The hypoglossal nerve arises from the hypoglossal nucleus in the medulla oblongata of the brain. It then passes laterally across the posterior cranial fossa, within the subarachnoid space. The nerve exits the cranium via the hypoglossal canal.
Now extracranial, the nerve receives a branch of the cervical plexus that conducts fibres from C1/C2 spinal nerve roots. These fibres do not combine with the hypoglossal nerve – they merely travel within its sheath.
It then passes inferiorly to the angle of the mandible, crossing the internal and external carotid arteries, and moving in an anterior direction to enter the tongue.
The hypoglossal nerve is responsible for motor innervation of the vast majority of the muscles of the tongue (except for palatoglossus).
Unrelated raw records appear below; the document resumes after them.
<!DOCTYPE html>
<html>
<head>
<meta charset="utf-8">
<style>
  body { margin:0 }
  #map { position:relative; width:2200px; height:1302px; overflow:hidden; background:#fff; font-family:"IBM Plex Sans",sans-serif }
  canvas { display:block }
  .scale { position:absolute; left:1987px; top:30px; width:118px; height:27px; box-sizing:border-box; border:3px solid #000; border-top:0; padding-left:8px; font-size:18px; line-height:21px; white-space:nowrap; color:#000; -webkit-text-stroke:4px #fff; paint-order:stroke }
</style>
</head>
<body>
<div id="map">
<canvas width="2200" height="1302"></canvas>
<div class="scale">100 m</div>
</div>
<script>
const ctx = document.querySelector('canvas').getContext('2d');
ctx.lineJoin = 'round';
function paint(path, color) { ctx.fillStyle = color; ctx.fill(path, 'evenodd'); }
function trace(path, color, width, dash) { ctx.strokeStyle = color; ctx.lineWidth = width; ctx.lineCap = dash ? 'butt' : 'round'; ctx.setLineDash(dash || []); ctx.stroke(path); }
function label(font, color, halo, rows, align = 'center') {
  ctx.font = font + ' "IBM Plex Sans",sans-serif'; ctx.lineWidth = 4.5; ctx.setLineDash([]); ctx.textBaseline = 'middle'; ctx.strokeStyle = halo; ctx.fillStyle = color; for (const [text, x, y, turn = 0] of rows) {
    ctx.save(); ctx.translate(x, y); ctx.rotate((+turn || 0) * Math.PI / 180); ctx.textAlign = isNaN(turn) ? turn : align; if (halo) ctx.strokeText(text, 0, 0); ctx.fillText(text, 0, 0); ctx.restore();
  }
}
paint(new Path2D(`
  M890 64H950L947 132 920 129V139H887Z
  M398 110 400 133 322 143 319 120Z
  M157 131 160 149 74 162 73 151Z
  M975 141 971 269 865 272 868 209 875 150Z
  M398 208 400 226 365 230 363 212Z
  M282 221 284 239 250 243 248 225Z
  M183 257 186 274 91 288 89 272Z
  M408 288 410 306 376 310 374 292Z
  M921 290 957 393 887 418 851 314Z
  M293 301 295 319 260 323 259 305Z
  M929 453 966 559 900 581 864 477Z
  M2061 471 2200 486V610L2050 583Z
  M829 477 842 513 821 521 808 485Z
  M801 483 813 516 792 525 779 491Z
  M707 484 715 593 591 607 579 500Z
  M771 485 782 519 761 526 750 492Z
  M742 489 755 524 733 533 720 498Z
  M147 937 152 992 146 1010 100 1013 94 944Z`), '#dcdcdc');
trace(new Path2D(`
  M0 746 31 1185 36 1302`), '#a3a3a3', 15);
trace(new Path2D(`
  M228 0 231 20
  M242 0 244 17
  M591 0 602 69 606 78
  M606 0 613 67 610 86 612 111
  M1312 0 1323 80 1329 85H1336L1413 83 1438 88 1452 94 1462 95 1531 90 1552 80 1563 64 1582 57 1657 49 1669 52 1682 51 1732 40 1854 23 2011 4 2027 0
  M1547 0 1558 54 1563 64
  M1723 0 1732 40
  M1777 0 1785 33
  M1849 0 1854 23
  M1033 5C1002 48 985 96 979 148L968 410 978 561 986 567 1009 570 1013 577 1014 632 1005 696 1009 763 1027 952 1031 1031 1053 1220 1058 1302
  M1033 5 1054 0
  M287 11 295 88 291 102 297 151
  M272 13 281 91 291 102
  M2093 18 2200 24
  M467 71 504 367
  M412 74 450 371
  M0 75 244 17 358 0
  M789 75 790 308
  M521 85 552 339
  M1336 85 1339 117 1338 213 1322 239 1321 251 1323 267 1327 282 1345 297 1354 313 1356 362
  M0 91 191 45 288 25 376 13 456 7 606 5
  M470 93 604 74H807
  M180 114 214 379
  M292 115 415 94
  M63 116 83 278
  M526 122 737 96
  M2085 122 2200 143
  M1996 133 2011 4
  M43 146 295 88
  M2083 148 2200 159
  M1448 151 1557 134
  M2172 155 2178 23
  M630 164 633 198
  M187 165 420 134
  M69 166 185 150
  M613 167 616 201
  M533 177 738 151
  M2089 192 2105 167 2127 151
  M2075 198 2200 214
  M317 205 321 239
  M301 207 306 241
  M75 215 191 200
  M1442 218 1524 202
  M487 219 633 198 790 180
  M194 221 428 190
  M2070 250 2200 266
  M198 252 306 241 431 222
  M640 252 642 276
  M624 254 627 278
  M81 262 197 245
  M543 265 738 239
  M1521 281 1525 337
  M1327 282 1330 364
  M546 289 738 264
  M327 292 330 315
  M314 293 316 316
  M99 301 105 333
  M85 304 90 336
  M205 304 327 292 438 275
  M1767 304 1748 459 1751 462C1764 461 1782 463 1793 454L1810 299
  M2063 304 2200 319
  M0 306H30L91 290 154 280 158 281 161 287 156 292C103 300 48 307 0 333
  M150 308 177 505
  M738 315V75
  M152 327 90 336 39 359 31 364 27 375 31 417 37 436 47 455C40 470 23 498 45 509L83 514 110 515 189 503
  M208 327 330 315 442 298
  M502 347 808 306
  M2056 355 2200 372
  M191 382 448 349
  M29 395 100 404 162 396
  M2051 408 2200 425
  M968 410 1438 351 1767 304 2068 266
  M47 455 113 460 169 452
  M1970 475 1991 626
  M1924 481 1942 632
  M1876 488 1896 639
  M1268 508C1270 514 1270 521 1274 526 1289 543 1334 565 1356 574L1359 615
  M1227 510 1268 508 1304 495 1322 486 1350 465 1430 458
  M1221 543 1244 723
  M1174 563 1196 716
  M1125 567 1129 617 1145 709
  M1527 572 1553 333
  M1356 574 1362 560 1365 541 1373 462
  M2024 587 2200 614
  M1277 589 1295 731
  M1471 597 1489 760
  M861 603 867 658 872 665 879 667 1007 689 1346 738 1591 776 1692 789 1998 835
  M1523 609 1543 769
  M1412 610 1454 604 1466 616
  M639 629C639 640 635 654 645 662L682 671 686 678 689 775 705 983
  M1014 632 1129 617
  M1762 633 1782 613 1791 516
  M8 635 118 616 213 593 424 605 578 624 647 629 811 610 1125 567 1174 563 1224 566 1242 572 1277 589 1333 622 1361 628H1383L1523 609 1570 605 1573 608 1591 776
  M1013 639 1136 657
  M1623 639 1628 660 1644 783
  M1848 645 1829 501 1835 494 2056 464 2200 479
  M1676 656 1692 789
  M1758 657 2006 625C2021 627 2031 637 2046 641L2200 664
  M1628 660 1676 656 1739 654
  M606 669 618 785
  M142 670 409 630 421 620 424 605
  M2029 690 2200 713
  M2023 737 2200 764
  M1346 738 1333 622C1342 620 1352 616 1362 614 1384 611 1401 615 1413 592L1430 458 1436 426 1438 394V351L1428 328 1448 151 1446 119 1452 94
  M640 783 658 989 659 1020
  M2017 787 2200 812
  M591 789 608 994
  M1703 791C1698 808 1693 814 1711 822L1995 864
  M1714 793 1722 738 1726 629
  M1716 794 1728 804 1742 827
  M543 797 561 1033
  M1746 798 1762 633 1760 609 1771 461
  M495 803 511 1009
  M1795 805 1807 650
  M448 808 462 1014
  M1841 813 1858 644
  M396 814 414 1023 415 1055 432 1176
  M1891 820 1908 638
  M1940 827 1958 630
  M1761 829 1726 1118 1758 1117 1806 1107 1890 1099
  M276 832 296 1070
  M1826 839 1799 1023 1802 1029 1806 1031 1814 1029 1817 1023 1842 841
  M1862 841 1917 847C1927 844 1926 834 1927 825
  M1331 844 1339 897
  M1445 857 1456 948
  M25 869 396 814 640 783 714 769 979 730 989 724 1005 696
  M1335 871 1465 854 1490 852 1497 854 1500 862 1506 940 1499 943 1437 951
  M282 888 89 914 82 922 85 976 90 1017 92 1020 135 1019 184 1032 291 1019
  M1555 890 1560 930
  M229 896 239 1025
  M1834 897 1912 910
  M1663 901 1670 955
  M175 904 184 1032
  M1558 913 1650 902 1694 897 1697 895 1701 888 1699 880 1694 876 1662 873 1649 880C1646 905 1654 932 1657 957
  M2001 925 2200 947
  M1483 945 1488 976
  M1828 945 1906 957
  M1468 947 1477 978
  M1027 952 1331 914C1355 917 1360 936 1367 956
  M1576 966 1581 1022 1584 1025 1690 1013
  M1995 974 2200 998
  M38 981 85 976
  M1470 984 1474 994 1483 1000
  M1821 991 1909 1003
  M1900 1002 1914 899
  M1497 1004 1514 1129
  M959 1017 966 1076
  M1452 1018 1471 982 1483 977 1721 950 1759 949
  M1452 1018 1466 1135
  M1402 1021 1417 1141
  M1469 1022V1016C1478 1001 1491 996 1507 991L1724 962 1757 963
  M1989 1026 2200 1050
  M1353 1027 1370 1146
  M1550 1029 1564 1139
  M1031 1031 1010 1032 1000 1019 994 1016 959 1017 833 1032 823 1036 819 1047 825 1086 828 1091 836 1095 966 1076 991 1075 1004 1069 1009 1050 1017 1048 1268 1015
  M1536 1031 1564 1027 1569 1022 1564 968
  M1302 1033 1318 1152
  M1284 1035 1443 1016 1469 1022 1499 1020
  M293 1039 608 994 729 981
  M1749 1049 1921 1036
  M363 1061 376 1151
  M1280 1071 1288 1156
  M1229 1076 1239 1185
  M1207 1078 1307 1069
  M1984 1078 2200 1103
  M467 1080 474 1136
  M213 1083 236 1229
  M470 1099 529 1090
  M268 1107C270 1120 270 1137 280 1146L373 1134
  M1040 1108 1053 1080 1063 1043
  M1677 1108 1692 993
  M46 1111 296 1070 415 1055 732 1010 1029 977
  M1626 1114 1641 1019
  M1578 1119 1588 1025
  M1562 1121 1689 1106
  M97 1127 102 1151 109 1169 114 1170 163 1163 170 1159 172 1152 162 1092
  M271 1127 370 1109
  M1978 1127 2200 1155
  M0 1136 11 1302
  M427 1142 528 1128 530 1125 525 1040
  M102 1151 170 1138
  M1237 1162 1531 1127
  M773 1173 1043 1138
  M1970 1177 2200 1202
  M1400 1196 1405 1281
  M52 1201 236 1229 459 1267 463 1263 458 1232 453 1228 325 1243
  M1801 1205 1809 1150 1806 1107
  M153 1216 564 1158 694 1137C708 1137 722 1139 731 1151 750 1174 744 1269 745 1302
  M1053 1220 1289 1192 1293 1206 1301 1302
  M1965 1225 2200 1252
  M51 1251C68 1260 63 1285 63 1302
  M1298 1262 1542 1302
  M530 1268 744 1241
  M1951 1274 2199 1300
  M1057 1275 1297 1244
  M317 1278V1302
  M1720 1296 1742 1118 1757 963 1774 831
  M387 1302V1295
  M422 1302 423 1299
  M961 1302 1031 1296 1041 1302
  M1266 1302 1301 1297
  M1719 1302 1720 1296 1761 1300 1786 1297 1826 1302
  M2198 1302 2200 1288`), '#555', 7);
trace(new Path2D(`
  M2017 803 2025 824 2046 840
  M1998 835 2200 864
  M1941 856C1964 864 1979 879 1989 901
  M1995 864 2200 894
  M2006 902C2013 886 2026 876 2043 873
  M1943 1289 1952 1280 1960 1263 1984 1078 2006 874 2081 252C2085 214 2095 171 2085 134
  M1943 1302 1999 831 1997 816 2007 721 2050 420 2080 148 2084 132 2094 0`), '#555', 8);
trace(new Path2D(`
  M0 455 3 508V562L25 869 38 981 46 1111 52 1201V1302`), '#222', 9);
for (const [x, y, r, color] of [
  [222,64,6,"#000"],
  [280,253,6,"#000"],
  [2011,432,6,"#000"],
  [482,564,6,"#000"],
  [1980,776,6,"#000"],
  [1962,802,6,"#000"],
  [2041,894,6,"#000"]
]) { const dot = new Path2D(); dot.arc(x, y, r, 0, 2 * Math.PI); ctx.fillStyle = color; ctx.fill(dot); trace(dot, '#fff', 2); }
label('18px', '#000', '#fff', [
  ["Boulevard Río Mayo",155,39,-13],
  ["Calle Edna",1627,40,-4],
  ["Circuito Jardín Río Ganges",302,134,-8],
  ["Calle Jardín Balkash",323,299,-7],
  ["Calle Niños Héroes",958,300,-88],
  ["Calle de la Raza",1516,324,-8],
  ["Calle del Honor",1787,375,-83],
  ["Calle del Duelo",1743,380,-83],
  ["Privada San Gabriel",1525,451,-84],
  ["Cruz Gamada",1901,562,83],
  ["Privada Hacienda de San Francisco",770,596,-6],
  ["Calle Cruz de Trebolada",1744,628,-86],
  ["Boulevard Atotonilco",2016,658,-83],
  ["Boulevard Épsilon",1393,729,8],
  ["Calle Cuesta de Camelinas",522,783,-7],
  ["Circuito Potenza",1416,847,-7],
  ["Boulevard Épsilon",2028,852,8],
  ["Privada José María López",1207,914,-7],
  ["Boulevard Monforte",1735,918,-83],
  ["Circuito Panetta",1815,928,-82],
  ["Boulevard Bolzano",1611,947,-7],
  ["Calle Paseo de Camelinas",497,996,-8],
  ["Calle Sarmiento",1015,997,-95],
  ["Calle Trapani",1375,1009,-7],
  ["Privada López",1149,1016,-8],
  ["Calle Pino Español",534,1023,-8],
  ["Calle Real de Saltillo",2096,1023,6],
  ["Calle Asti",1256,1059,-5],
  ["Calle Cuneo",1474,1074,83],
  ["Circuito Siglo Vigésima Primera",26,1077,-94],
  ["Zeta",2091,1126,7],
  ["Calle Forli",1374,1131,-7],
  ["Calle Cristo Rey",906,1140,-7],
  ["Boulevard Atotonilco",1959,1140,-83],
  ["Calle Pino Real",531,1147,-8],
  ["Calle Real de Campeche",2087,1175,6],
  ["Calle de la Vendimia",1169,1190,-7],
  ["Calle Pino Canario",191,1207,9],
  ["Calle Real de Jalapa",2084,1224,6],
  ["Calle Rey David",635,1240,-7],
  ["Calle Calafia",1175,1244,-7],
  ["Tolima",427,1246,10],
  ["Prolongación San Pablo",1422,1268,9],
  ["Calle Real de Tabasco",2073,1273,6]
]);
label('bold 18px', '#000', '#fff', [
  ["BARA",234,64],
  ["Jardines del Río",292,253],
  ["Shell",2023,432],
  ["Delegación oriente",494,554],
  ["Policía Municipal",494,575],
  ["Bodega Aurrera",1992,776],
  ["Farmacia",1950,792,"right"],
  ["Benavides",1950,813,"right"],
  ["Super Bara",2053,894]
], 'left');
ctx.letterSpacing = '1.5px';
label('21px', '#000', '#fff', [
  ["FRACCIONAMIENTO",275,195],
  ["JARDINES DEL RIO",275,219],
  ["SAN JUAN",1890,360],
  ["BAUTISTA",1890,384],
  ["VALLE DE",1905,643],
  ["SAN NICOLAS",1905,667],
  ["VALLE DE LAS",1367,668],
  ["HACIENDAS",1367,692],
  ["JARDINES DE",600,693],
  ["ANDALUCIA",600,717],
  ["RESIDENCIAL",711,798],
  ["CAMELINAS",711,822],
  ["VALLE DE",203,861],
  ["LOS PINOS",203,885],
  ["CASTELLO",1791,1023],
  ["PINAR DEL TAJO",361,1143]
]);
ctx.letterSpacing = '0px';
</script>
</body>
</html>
These muscles can be subdivided into two groups:
- Genioglossus (makes up the bulk of the tongue)
- Palatoglossus (innervated by vagus nerve)
- Superior longitudinal
- Inferior longitudinal
Together, these muscles are responsible for all movements of the tongue.
The C1/C2 roots that travel with the hypoglossal nerve also have a motor function. They branch off to innervate the geniohyoid (elevates the hyoid bone) and thyrohyoid (depresses the hyoid bone) muscles.
Another branch containing C1/C2 fibres descends to supply the ansa cervicalis – a loop of nerves that is part of the cervical plexus. From the ansa cervicalis, nerves arise to innervate the omohyoid, sternohyoid and sternthyroid muscles. These muscles all act to depress thehyoid bone.
Damage to the hypoglossal nerve is a relatively uncommon cranial nerve palsy. Possible causes include tumours and penetrating traumatic injuries. If the symptoms are accompanied by acute pain, a possible cause may be dissection of the internal carotid artery.
Patients will present with deviation of the tongue towards the damaged side on protrusion, as well as possible muscle wasting and fasciculations (twitching of isolated groups of muscle fibres) on the affected side.